Lavoro: il Quiet Quitting mette in difficoltà le aziende

Stando agli ultimi dati pubblicati dall’Osservatorio sul Precariato dell’Inps, in Italia nel primo semestre 2022 oltre 1 milione di persone ha deciso di dare le dimissioni dal posto di lavoro. Rispetto al primo semestre 2021 le dimissioni sono cresciute del 31,73%, in parallelo a un incremento del 26% di assunzioni. Il fenomeno delle Grandi dimissioni continua quindi a essere centrale a livello nazionale. A livello internazionale, però, sembra che il fenomeno stia lasciando spazio a un nuovo trend, il Quiet Quitting. Trascorsa quindi l’onda più drastica della consegna delle dimissioni, ora molti lavoratori scelgono una via più lenta, senza tagli netti.
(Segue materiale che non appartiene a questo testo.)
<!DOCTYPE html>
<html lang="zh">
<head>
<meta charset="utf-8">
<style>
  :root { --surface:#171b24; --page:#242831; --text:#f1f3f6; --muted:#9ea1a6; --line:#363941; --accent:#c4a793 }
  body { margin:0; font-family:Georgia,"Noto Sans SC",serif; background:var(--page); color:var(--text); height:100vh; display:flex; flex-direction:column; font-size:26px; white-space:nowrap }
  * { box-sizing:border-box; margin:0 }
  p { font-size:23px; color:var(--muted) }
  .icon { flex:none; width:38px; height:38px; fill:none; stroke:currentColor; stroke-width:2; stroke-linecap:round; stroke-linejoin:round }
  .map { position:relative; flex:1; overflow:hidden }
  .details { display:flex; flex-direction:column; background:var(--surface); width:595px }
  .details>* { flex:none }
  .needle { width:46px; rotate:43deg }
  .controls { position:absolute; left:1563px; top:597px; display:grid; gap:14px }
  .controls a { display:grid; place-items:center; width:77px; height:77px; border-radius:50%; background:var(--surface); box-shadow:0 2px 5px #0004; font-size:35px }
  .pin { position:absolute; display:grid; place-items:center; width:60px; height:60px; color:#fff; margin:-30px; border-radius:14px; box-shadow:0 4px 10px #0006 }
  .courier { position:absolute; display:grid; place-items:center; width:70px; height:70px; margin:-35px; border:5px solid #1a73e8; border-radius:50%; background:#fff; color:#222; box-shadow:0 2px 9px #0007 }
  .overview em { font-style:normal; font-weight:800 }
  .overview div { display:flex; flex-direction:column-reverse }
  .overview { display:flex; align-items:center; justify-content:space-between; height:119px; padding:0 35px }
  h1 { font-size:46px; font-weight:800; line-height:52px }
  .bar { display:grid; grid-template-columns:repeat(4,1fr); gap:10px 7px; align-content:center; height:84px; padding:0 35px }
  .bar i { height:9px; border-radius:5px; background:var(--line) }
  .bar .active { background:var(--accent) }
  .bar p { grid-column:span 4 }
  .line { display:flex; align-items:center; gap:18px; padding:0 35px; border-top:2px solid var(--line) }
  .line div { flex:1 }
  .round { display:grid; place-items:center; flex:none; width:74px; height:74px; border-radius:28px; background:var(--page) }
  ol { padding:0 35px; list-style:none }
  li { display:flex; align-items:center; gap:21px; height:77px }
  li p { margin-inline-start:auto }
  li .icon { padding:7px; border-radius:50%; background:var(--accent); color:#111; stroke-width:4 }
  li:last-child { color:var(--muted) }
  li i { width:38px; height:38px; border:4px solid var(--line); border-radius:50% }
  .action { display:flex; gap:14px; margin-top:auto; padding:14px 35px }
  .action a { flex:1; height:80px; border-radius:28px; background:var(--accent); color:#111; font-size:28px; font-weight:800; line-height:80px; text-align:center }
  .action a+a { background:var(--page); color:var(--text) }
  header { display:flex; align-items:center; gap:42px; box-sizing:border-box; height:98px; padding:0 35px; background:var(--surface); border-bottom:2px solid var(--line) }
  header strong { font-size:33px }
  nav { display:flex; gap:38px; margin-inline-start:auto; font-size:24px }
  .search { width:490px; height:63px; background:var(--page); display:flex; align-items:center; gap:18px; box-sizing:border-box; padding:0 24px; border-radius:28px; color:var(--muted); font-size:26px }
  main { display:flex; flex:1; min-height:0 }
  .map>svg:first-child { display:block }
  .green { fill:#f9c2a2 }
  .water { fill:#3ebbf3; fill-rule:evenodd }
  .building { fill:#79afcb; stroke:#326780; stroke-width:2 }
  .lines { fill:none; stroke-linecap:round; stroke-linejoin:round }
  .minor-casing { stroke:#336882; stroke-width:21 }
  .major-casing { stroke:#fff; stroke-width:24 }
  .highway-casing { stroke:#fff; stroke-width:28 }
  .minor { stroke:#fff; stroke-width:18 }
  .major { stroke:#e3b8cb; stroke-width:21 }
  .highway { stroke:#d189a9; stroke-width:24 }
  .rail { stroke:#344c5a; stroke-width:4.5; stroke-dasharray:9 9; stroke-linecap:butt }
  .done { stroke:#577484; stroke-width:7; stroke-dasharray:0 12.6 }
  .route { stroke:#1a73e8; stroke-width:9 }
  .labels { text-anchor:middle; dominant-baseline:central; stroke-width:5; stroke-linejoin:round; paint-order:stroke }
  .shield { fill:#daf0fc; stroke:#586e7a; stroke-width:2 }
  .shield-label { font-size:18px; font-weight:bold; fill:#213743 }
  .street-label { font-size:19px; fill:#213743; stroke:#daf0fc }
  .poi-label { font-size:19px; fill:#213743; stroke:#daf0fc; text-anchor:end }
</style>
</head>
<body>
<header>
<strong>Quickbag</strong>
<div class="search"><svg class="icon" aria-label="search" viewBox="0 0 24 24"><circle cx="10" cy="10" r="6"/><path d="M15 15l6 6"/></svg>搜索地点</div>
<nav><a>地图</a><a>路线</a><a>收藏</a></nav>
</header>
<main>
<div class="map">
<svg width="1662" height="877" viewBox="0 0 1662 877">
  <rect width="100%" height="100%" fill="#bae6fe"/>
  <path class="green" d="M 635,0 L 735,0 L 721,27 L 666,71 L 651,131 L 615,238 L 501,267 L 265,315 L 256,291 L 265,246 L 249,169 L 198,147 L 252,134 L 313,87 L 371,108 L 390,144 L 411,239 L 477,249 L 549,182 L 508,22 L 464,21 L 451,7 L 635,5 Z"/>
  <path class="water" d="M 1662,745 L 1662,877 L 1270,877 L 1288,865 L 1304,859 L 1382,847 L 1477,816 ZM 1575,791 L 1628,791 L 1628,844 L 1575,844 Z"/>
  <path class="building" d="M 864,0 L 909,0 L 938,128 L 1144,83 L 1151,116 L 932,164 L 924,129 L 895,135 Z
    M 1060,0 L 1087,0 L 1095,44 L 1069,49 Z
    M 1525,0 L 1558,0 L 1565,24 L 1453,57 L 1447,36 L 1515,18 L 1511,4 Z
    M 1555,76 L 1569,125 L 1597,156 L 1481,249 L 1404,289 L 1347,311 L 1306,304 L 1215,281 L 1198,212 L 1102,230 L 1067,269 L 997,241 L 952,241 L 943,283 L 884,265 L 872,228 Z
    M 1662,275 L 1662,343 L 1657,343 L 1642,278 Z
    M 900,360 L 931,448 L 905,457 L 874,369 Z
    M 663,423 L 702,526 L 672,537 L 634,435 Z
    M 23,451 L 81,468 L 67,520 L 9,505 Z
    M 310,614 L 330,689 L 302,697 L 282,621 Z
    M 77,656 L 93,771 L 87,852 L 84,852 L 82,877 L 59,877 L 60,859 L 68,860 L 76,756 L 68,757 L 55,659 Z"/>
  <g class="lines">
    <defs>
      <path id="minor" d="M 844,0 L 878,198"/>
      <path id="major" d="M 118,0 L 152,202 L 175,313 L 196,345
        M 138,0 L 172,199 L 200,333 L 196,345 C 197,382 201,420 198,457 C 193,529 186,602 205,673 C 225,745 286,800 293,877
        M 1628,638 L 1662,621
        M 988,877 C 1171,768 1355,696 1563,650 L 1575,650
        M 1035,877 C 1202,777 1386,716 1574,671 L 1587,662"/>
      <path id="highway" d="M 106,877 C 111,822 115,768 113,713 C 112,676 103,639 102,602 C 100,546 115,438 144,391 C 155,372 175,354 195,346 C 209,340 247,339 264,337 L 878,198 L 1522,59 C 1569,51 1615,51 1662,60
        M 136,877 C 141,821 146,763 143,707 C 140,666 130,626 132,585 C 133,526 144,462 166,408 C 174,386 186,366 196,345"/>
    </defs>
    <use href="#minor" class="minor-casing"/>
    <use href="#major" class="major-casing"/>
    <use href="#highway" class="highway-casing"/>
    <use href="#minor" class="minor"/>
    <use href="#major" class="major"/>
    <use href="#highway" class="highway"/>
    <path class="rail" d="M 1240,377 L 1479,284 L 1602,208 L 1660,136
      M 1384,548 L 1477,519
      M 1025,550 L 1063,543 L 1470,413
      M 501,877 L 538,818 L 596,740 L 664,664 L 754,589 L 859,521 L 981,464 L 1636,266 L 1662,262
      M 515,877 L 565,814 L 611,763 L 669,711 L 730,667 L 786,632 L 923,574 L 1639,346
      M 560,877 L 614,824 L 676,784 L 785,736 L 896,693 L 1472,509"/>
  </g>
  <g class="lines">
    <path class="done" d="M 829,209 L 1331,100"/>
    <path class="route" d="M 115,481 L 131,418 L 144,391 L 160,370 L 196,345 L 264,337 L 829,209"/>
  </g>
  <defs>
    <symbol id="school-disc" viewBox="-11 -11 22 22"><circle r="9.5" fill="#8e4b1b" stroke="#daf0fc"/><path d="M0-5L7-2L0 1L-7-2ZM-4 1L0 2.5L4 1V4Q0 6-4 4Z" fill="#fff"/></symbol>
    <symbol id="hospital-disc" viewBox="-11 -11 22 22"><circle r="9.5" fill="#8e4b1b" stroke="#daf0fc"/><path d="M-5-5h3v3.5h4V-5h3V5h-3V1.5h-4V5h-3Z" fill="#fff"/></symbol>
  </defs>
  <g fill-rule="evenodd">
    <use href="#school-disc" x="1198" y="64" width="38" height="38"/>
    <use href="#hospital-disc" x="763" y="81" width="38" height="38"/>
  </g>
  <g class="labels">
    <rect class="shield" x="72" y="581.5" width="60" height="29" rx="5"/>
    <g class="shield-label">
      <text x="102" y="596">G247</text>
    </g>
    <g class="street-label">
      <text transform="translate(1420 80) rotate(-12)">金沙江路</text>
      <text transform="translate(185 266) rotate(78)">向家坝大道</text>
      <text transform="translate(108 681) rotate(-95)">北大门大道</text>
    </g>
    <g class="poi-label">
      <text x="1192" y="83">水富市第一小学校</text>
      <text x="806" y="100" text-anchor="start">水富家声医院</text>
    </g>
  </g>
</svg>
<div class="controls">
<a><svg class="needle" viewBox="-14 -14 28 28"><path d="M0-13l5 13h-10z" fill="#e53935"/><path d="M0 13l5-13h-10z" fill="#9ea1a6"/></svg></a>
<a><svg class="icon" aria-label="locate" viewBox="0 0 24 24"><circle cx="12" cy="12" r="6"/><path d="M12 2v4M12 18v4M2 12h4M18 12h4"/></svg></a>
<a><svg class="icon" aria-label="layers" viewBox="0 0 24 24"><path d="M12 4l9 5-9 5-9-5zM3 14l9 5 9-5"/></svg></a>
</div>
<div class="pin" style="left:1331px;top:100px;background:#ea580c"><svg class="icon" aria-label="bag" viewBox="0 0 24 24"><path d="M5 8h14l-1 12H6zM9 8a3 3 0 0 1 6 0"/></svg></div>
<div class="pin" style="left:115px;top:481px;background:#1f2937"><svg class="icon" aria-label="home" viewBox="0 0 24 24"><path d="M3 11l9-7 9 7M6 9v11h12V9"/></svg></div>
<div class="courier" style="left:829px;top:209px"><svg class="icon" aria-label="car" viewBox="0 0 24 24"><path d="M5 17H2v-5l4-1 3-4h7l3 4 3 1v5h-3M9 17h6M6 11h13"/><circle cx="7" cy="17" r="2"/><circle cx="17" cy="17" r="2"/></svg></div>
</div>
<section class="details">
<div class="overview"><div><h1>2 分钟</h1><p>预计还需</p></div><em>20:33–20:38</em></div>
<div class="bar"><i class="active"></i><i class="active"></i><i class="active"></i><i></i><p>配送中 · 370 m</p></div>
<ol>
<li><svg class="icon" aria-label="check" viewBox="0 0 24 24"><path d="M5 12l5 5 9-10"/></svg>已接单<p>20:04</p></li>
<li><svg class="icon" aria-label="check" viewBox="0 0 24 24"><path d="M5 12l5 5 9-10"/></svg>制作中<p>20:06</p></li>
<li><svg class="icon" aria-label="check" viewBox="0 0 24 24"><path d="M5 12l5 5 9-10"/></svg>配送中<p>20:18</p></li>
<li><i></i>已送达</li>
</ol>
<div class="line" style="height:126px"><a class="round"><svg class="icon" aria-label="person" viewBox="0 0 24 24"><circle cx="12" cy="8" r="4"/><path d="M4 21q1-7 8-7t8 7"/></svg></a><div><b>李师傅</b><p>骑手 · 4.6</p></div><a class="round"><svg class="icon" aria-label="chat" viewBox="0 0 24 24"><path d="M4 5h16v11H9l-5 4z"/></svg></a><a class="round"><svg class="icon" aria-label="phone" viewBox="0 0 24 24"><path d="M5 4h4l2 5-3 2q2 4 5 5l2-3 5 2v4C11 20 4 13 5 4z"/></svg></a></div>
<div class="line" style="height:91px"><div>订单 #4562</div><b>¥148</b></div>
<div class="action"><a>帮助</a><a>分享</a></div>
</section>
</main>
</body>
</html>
Quiet Quitting significa infatti “lasciare lentamente”, ovvero, mollare la presa sul lavoro, limitandosi a fare lo stretto necessario.

Evitare lavoro extra, straordinari, reperibilità

“Il fenomeno del Quiet Quitting, seppur possa sembrare meno impattante rispetto a quello delle dimissioni di massa, non deve e non può essere trascurato dalle aziende – spiega Carola Adami, fondatrice di Adami & Associati -. Le persone che scelgono in modo razionale e sì, strategico, di mettere paletti chiari alla propria vita lavorativa iniziano con evitare il lavoro extra, gli straordinari, la reperibilità, smettendo del tutto di considerare la propria carriera lavorativa come una priorità. E questo, in uno scenario in cui fin troppo spesso le aziende contano proprio sugli extra, e sullo sforzo in più da parte dei dipendenti per raggiungere gli obiettivi prefissati, può ovviamente diventare un problema considerevole”.

Solo il 21% dei dipendenti globali è ancora coinvolto dal proprio lavoro

Al di là dei social network, dove l’hashtag #quietquitting continua a guadagnare popolarità, la concretezza del fenomeno è testimoniata dal report State of the global workplace 2022 di Gallup. Lo studio dice che se prima della pandemia l’engagement dei dipendenti nei confronti delle aziende fosse in continuo aumento a livello globale, oggi è invece stagnante o in flessione. Guardando ai numeri attuali, solamente il 21% dei dipendenti afferma di essere coinvolto dal proprio lavoro, un dato che in Europa scende al 14%.

Un fenomeno che riguarda soprattutto Millennial e Gen Z

“I numeri mostrano che il fenomeno del Quiet Quitting riguarda soprattutto i lavoratori delle generazioni Millennial e Z, ovvero la forza lavoro nata a partire dagli anni Ottanta, che rappresenta la parte più produttiva e più importante per lo sviluppo delle aziende – spiega Adami -. Se per evitare le dimissioni dei dipendenti le aziende sono chiamate a investire nella formazione degli assunti, a introdurre benefit e ad ascoltare le esigenze dei dipendenti, nel caso del Quiet Quitting l’attenzione va posta soprattutto sul dialogo, e sulla costruzione di un rapporto autentico ed empatico tra manager e membri del proprio team. Questo, perché un ambiente di lavoro sano e trasparente permette di ridurre il turnover e aumentare la propensione alla produttività”.